La question de la formation des enseignants est une autre chose très importante. Les organismes de formation des futurs enseignants en France, les ESPE, sont très calqués sur les anciens IUFM avec une forte place donnée aux pédagogismes là où il faudrait se concentrer sur les savoirs fondamentaux, dont on voit bien que l'absence de la maîtrise est la première cause de décrochage scolaire. Or quand on exige à l'élève qu'il maîtrise un socle de connaissances et de culture, il faut aussi l'exiger des professeurs. Je tiens ce discours suite à la visite d'ESPE, où j'ai constaté que la formation des enseignants en sciences est un réel problème, avec beaucoup d'élèves professeurs venant de filières littéraires ayant une maîtrise très incertaine des sciences.

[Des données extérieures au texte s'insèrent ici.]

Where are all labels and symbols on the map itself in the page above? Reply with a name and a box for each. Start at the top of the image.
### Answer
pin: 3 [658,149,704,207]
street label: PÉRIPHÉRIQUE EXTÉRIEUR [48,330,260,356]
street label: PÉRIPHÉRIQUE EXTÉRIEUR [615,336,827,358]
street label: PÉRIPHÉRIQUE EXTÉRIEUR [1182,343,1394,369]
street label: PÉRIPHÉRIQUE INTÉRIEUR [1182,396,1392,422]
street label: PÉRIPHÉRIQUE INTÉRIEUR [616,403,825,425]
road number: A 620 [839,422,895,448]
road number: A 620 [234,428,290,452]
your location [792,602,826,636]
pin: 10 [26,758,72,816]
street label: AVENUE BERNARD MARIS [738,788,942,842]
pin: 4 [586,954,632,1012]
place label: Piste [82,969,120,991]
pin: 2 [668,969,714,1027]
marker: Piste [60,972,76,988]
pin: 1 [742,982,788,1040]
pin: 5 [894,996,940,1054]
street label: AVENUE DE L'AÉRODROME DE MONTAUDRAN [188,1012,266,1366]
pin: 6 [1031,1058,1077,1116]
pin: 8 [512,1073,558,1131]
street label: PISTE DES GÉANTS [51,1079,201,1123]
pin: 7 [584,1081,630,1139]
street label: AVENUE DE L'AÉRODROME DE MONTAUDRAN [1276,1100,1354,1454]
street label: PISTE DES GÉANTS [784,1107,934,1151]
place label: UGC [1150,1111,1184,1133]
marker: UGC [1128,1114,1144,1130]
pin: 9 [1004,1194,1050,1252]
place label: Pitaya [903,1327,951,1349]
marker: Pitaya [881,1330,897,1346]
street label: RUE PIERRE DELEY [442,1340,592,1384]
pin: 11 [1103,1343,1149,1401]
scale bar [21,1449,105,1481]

La formation des enseignants, la décentralisation du système, la mise en responsabilités des équipes pédagogiques… Tout cela interroge plutôt les façons de faire que le nombre d'enseignants.

La ministre de l'Education amuse la galerie avec des gadgets, du superficiel, quand l'essentiel n'est pas suffisamment et pas correctement traité.